### TASK INSTRUCTIONS
Each line below containing the word "connections" needs to be shown.

BEGIN

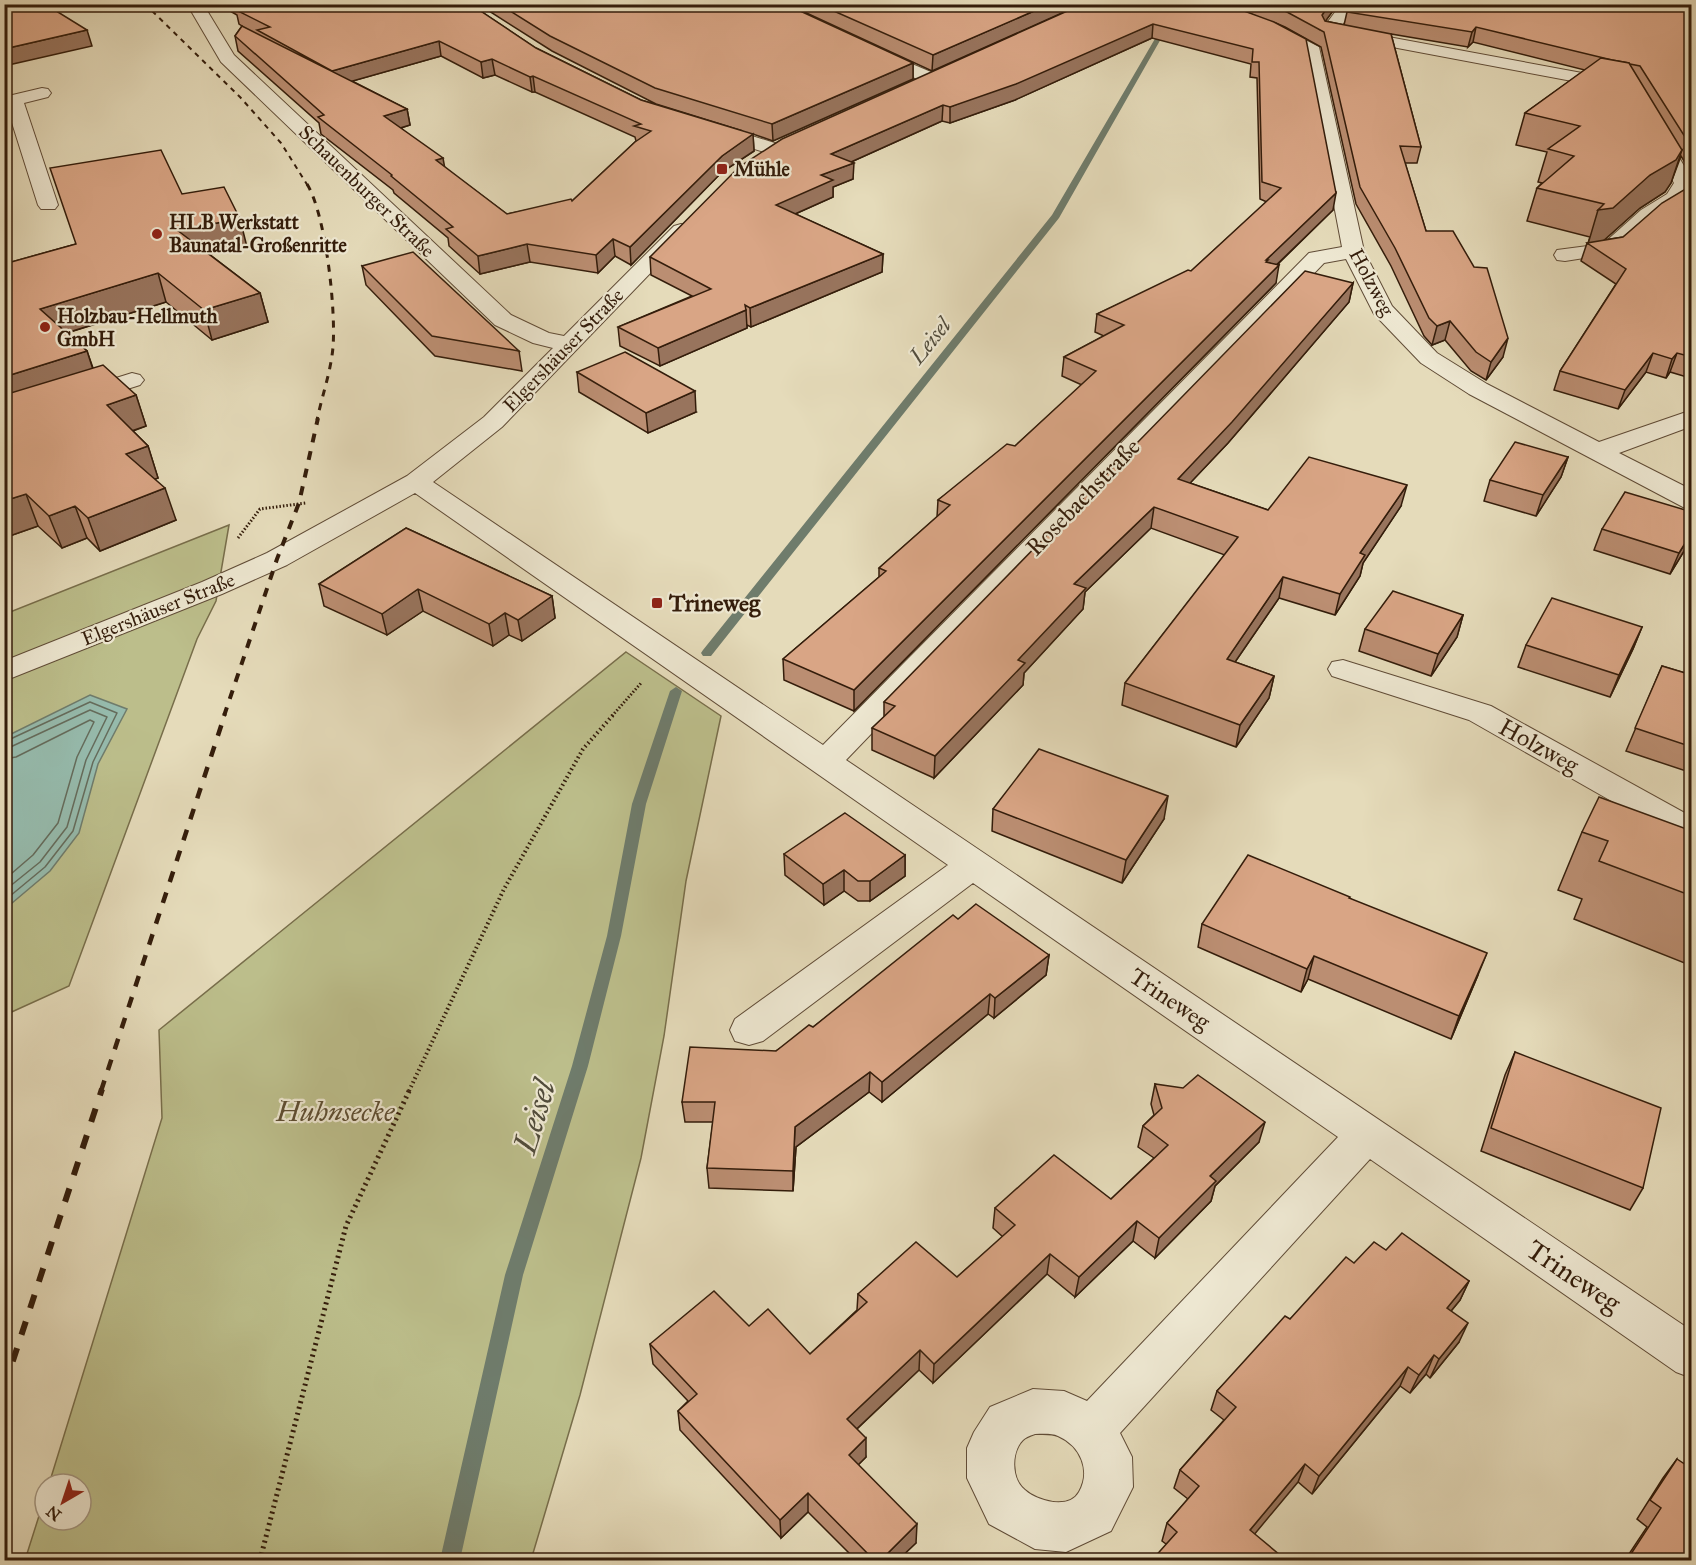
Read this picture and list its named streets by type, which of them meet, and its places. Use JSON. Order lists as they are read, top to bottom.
{
  "streets": {
    "street": [
      "Schauenburger Straße",
      "Holzweg",
      "Elgershäuser Straße",
      "Rosebachstraße",
      "Trineweg"
    ]
  },
  "crossings": [
    ["Schauenburger Straße", "Elgershäuser Straße"],
    ["Holzweg", "Rosebachstraße"],
    ["Elgershäuser Straße", "Trineweg"],
    ["Rosebachstraße", "Trineweg"]
  ],
  "water": ["Leisel"],
  "parks": ["Huhnsecke"],
  "places": {
    "transit": ["Mühle", "Trineweg"],
    "other": ["HLB Werkstatt Baunatal-Großenritte", "Holzbau-Hellmuth GmbH"]
  },
  "north": "bottom left"
}
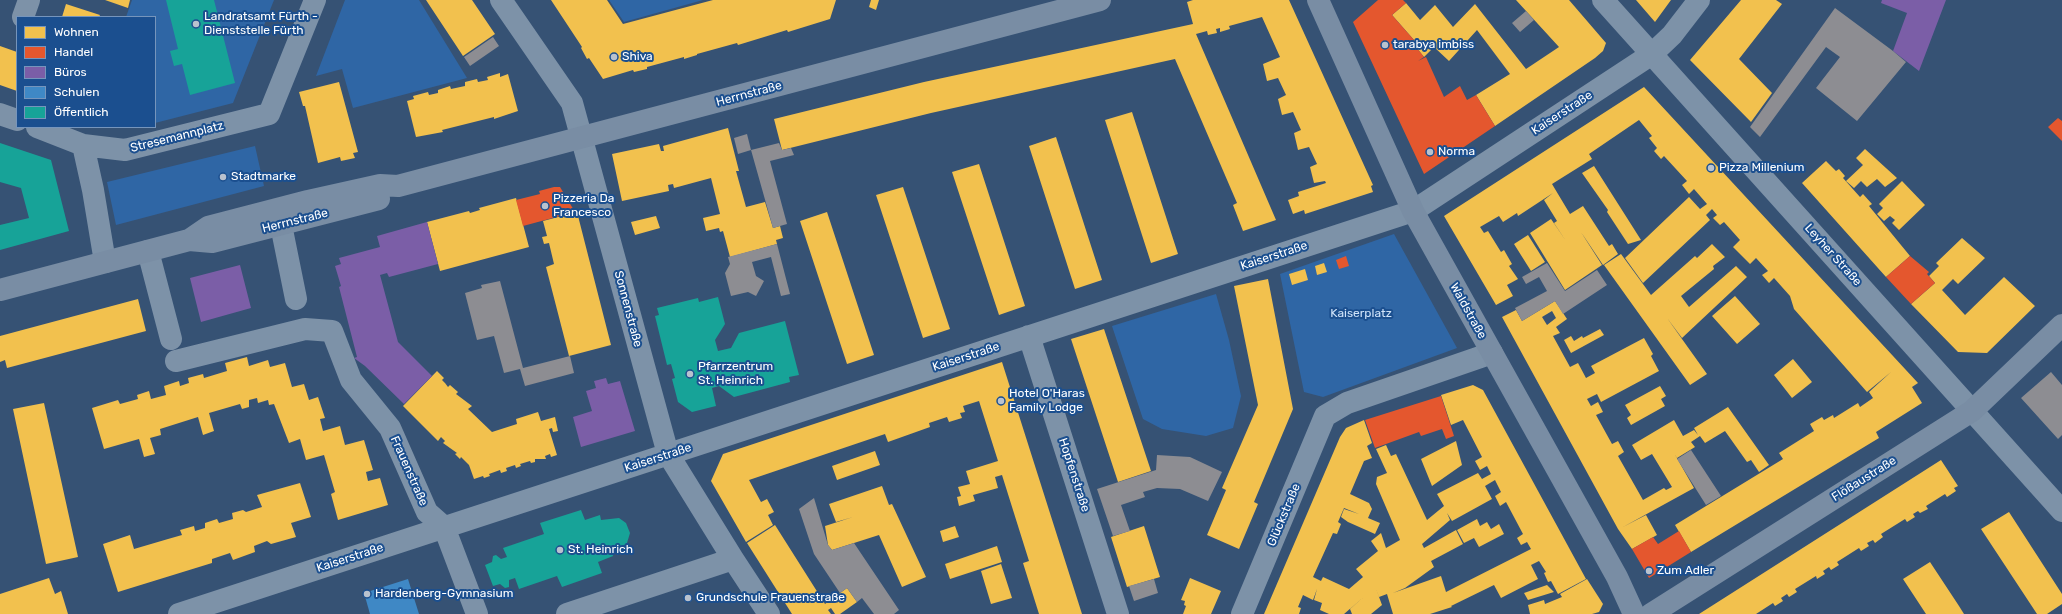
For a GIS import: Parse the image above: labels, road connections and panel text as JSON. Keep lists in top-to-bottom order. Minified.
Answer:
{"streets":{"street":["Herrnstraße","Kaiserstraße","Stresemannplatz","Leyher Straße","Sonnenstraße","Waldstraße","Frauenstraße","Hopfenstraße","Flößaustraße","Glückstraße"]},"crossings":[["Herrnstraße","Sonnenstraße"],["Kaiserstraße","Leyher Straße"],["Kaiserstraße","Sonnenstraße"],["Kaiserstraße","Waldstraße"],["Kaiserstraße","Frauenstraße"],["Kaiserstraße","Hopfenstraße"],["Leyher Straße","Flößaustraße"],["Waldstraße","Glückstraße"]],"parks":["Kaiserplatz"],"places":["Landratsamt Fürth - Dienststelle Fürth","tarabya imbiss","Shiva","Norma","Pizza Millenium","Stadtmarke","Pizzeria Da Francesco","Pfarrzentrum St. Heinrich","Hotel O'Haras Family Lodge","St. Heinrich","Zum Adler","Hardenberg-Gymnasium","Grundschule Frauenstraße"],"legend":["Wohnen","Handel","Büros","Schulen","Öffentlich"]}
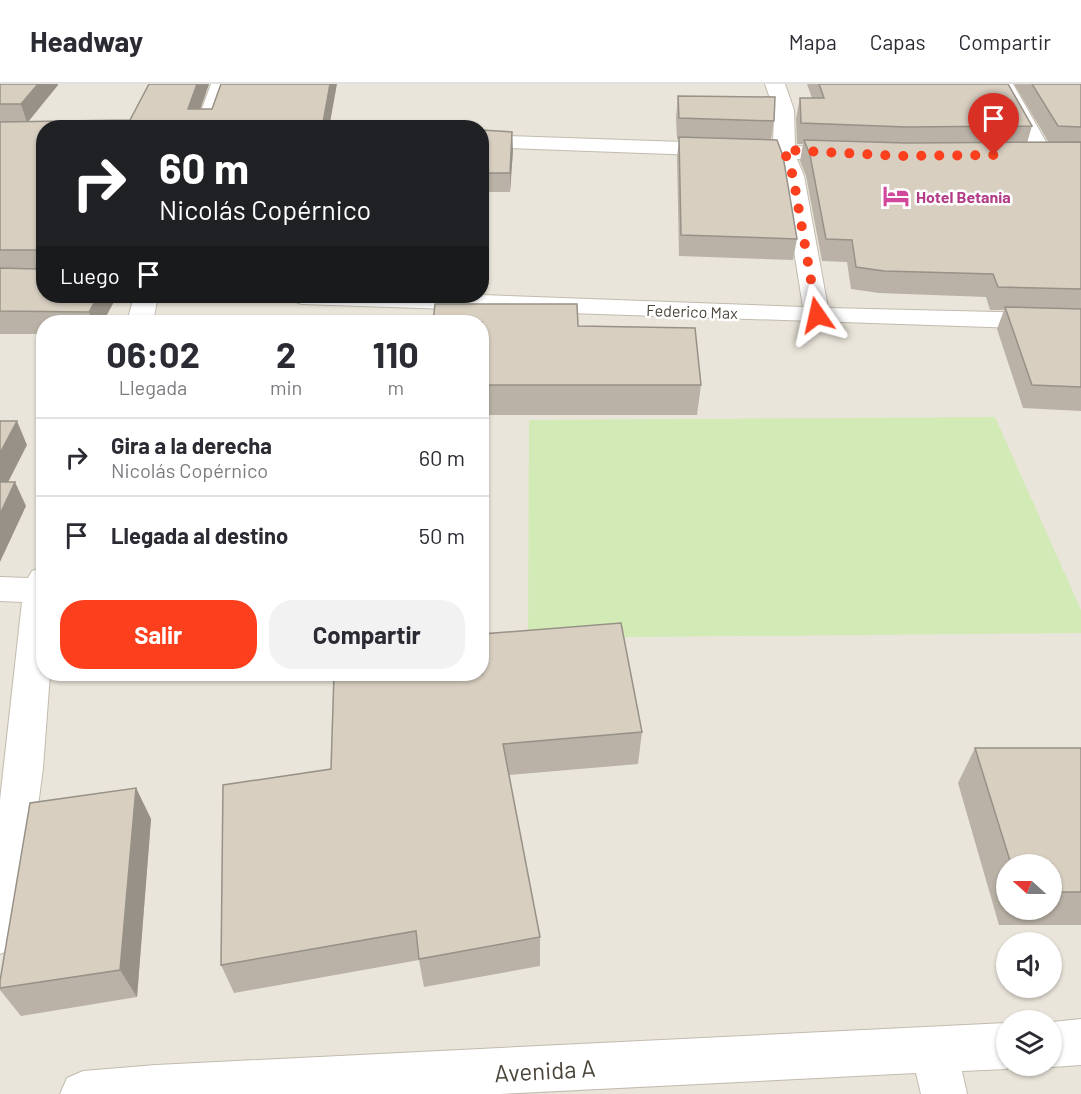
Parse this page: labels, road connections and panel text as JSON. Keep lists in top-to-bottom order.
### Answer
{
  "streets": {
    "street": ["Federico Max", "Avenida A"]
  },
  "places": {
    "hotel": ["Hotel Betania"]
  },
  "north": "left",
  "page": {
    "header": "Headway",
    "nav": ["Mapa", "Capas", "Compartir"],
    "turn": ["60 m", "Nicolás Copérnico"],
    "then": "Luego",
    "eta": [
      "06:02",
      "Llegada",
      "2",
      "min",
      "110",
      "m"
    ],
    "list": [
      {
        "name": "Gira a la derecha",
        "note": "Nicolás Copérnico",
        "value": "60 m"
      },
      {
        "name": "Llegada al destino",
        "value": "50 m"
      }
    ],
    "buttons": ["Salir", "Compartir"]
  }
}
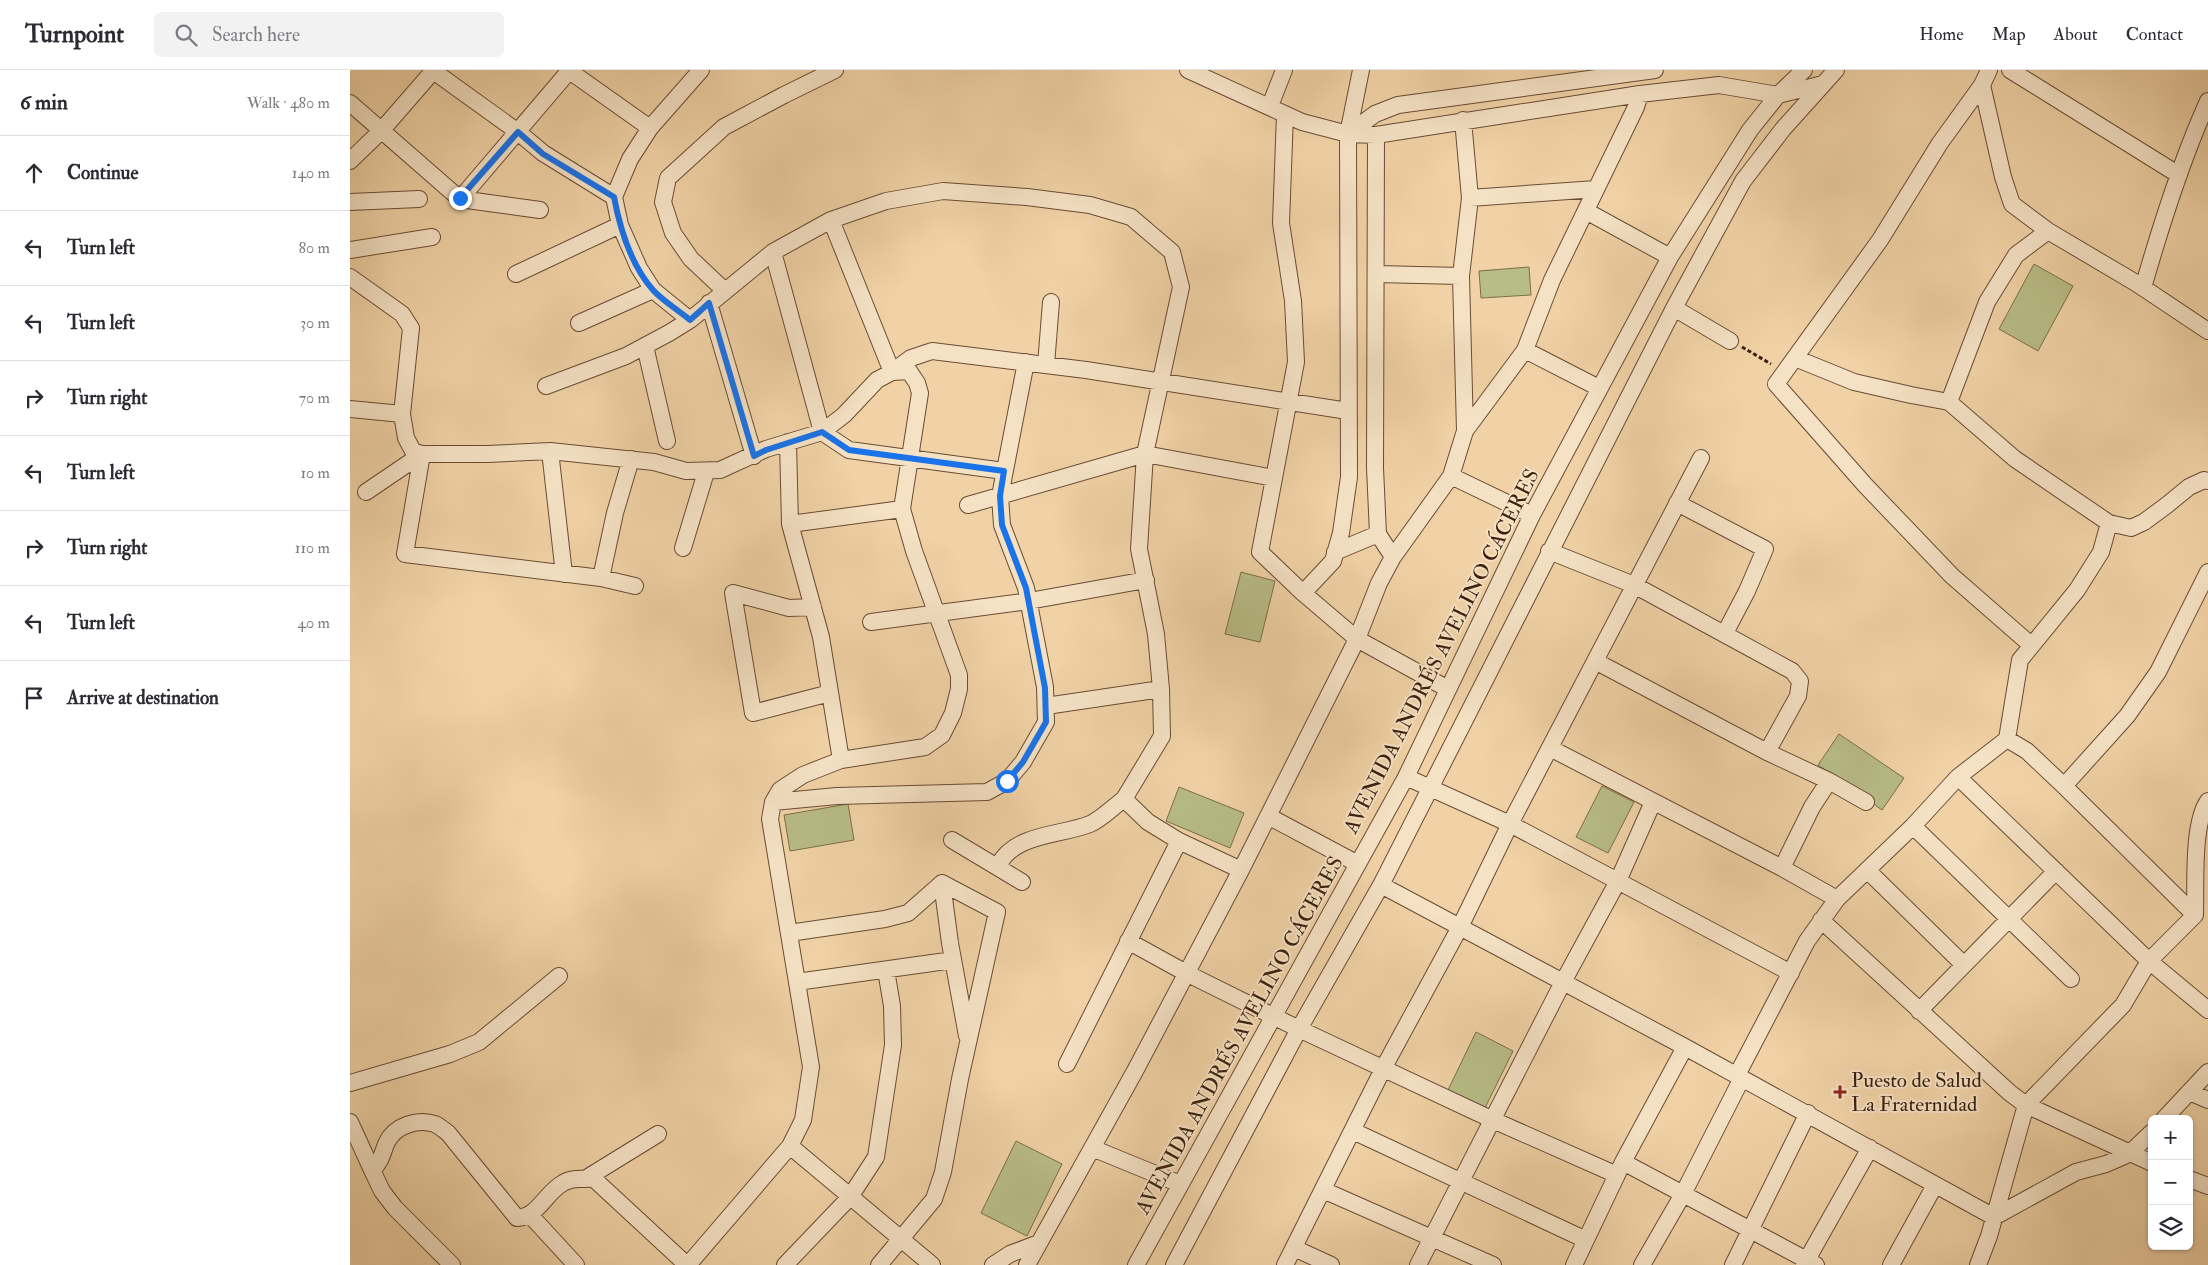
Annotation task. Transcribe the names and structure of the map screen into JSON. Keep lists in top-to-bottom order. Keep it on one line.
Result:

END

### OUTPUT OF THE TASK
For a GIS import: Parse the image above: labels, road connections and panel text as JSON. Keep lists in top-to-bottom order. Minified.
Parse this page: labels, road connections and panel text as JSON. Keep lists in top-to-bottom order.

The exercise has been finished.